He looked and sounded very final. The sheriff started to growl something, but I was called away by a knock on the door. I went to the foyer, telling myself that if it was anyone who was likely to postpone the refreshment of sleep any longer, I would lay him out with a healthy sock on the button and just leave him there.
Which might have done for Vukcic, big as he was, but I wouldn’t strike a woman merely because I was sleepy, and he was accompanied by Constanza Berin. I flung the door the rest of the way and she crossed the threshold. Vukcic began a verbal request, but she wasn’t bothering with amenities, she was going right ahead.

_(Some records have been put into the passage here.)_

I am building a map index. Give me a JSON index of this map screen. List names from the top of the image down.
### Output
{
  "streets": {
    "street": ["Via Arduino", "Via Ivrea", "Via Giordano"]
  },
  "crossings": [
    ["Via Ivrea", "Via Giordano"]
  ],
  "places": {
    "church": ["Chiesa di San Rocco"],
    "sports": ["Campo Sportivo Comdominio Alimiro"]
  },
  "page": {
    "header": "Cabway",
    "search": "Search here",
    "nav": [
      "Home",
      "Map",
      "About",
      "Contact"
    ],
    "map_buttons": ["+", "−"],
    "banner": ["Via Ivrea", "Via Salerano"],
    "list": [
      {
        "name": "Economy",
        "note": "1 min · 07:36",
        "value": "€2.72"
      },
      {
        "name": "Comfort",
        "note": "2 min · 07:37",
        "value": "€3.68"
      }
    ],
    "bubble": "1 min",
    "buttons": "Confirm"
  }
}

I reached for her and missed her. “Hey, wait a minute! We have company. Your friend Barry Tolman is in there.”
She wheeled on me. “Who?”
“You heard me. Tolman.”
She wheeled again and opened the door to Wolfe’s room and breezed on through. Vukcic looked at me and shrugged, and followed her, and I went along, thinking that if I needed a broom and dustpan I could get them later.
Tolman had jumped to his feet at sight of her. For two seconds he was white, then a nice pink, and then he started for her:
“Miss Berin! Thank God—”
An icy blast hit him and stopped him in his tracks with his mouth open. It wasn’t vocal; her look didn’t need any accompaniment. With him frozen, she turned a different look, practically as devastating, on Nero Wolfe:
“And you said you would help us! You said you would make them free my father!” Nothing but a superworm could deserve such scorn as that. “And it was you who suggested that about his list—about the sauces! I suppose you thought no one would know—”
“My dear Miss Berin—”
“Now everybody knows! It was you who brought the evidence against him!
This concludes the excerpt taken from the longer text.